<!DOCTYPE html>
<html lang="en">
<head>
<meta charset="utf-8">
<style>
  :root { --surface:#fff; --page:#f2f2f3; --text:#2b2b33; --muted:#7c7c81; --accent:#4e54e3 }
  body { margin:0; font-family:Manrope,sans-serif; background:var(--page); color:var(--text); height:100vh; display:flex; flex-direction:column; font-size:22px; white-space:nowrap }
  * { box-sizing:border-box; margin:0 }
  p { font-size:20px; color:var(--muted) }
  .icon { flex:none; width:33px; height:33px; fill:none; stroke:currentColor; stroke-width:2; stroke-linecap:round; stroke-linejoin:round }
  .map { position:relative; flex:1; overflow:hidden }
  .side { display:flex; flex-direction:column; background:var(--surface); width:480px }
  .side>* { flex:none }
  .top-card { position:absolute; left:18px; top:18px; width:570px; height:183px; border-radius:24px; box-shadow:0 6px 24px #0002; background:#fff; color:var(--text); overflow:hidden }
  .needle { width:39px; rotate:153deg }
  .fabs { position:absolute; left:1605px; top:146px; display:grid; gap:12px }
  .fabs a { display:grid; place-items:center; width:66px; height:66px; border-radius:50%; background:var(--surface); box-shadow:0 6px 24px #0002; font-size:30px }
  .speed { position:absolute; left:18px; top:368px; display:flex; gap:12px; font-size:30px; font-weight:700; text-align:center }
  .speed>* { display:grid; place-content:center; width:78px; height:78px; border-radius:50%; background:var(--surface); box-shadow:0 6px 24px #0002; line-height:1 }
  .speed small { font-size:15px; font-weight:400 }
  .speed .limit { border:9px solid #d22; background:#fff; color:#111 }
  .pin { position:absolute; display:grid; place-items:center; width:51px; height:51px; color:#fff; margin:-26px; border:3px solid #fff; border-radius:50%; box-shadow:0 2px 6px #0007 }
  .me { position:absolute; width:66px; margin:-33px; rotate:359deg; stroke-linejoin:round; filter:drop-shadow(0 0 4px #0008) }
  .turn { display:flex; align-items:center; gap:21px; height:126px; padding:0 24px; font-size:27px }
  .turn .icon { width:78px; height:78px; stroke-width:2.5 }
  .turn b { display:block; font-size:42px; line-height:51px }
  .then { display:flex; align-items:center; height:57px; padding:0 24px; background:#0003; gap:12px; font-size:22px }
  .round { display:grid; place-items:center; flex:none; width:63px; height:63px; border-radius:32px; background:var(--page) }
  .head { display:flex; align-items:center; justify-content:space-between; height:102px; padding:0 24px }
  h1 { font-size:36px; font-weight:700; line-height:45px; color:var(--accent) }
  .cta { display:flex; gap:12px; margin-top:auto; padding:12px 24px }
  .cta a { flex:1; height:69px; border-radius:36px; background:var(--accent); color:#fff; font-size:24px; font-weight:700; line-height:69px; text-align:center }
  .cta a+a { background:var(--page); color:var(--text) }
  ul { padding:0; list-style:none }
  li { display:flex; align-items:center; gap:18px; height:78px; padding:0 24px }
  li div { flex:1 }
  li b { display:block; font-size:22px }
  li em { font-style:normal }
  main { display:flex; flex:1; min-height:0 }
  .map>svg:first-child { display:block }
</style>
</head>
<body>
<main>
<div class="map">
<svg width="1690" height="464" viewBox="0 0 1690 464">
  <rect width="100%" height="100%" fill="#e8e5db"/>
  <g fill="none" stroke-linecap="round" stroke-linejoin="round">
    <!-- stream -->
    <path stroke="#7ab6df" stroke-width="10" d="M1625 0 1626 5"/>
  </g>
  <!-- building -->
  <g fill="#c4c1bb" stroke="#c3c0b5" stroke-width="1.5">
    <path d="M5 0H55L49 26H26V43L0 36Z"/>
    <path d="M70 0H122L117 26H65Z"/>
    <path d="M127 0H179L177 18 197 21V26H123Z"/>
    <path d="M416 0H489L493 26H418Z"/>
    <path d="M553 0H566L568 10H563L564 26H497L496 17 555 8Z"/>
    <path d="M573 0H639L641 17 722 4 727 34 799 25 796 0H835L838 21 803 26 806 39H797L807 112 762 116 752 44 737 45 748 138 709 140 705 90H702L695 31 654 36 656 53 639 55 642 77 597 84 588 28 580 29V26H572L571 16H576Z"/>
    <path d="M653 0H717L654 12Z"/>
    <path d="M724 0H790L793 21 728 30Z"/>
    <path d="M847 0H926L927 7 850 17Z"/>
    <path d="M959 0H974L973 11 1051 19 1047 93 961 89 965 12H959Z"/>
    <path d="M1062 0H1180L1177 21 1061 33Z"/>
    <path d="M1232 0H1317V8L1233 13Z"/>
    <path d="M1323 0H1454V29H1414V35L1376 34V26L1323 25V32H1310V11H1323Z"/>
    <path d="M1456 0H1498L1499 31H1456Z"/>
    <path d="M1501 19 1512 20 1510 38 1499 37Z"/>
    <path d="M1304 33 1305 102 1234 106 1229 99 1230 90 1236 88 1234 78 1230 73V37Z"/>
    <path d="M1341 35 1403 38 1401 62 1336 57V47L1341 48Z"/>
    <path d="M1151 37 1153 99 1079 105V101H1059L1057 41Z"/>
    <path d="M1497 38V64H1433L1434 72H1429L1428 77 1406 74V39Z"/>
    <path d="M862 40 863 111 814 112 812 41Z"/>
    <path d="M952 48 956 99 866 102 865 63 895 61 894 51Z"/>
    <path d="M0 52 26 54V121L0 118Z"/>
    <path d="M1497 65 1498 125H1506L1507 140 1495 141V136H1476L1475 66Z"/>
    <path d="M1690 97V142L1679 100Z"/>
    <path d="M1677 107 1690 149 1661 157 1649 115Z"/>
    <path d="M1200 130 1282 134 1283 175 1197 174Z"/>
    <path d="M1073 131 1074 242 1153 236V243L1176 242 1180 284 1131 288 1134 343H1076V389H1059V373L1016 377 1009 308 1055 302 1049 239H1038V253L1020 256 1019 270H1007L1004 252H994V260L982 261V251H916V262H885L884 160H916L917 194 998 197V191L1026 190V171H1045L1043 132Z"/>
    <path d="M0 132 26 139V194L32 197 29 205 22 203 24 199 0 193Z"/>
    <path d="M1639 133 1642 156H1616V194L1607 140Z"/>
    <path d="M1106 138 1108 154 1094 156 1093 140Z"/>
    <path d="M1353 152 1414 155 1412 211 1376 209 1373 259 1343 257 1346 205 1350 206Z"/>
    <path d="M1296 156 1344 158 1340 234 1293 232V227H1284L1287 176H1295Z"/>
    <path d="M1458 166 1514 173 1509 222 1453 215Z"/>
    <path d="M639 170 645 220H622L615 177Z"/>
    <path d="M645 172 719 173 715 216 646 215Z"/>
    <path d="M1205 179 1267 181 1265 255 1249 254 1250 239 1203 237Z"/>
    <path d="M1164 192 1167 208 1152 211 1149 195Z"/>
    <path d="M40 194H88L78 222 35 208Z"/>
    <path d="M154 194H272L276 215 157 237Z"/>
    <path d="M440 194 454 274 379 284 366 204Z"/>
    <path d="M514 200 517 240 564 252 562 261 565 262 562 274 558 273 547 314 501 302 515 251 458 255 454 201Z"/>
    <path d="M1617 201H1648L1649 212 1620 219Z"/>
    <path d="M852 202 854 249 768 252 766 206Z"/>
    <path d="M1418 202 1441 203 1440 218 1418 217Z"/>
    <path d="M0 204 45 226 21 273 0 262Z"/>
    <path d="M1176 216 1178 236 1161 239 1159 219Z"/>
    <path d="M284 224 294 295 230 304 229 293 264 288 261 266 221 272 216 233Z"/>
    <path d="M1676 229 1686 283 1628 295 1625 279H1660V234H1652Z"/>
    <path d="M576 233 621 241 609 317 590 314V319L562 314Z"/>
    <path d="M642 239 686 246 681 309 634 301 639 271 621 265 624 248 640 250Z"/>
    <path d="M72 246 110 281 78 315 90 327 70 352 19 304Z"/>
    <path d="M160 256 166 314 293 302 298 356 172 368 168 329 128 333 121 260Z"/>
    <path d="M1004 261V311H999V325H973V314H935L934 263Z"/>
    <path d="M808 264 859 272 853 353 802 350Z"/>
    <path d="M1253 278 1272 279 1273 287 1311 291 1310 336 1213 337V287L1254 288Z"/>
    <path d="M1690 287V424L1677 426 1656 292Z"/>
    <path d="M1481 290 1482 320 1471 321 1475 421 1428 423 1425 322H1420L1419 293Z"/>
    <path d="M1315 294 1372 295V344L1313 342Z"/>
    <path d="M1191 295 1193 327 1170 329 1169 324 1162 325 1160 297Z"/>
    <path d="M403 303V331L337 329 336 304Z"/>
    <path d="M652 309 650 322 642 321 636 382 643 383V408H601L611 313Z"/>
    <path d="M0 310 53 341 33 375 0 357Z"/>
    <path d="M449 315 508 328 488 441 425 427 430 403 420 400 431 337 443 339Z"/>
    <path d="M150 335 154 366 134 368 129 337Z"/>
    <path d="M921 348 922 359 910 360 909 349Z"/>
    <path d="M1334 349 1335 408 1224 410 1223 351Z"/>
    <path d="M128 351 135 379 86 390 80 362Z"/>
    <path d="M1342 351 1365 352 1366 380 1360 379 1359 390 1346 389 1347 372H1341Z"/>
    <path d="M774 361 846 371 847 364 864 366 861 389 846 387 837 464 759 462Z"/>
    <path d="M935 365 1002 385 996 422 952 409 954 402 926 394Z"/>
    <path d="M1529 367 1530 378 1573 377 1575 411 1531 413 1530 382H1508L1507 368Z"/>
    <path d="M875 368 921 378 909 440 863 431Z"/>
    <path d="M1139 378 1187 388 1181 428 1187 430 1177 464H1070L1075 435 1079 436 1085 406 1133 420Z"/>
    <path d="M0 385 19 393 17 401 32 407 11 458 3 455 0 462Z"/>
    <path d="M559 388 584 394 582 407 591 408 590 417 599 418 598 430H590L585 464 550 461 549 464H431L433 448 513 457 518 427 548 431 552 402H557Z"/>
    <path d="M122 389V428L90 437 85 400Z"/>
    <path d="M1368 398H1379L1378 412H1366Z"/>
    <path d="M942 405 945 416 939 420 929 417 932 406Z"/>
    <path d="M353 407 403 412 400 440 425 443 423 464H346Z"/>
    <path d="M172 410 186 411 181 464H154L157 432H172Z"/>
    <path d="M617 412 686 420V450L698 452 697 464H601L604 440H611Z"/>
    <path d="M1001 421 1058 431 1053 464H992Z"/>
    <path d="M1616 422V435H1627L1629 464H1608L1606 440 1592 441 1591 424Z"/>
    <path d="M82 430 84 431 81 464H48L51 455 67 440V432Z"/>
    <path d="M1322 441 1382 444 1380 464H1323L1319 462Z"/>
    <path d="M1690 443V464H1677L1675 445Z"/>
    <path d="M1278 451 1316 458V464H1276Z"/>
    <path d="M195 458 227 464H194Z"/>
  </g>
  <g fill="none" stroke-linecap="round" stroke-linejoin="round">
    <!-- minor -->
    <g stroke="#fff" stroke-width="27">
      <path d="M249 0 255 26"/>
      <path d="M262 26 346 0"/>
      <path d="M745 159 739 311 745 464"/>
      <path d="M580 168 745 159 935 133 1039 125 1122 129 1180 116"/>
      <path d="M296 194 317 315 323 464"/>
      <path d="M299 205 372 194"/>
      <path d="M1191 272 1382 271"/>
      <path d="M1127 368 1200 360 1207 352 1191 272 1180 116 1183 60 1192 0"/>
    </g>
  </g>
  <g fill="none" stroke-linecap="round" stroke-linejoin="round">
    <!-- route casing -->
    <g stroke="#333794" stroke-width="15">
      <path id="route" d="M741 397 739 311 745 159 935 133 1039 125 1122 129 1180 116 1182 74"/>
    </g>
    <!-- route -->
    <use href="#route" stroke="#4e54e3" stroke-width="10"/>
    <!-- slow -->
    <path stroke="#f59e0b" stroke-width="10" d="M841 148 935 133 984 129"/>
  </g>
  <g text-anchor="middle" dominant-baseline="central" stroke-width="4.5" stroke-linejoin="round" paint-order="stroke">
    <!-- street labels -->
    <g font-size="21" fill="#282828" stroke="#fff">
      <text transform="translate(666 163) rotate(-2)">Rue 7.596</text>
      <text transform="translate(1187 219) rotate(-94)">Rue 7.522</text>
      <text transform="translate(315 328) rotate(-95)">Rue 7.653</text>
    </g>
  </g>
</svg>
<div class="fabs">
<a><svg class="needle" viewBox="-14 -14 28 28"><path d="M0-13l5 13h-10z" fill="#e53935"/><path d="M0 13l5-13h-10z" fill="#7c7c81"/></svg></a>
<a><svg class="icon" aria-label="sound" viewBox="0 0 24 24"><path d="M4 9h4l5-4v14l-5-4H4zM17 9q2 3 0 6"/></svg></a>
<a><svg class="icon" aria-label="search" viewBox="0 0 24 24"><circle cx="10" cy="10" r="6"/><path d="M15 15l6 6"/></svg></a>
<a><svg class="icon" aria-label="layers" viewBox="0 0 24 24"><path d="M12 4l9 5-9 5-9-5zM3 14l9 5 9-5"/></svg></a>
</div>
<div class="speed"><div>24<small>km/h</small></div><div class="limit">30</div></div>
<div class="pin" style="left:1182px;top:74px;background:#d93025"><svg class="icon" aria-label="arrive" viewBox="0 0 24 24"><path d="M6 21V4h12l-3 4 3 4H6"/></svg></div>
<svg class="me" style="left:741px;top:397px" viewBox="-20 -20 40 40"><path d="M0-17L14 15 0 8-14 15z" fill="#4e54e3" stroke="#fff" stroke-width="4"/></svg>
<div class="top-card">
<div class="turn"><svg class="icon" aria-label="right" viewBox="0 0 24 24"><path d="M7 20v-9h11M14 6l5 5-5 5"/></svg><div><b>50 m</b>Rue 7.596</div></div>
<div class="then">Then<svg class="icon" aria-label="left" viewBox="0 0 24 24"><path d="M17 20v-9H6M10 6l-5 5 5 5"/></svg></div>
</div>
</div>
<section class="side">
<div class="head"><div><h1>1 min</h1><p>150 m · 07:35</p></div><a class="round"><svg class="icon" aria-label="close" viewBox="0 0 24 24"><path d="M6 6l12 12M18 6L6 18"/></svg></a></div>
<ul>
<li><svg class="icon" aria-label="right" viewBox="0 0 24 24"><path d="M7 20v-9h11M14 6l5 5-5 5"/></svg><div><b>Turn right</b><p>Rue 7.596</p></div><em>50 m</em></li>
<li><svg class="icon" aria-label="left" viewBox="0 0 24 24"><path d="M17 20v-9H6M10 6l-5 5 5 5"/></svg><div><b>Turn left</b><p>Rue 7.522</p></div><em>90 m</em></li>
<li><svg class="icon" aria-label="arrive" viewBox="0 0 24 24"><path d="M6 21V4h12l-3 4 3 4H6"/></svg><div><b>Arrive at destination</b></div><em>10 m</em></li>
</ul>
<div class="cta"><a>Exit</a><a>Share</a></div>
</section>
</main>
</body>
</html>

#### Problem description
If a line in the data above contains the string "solid", count it; then state only the total.

#### Your response
2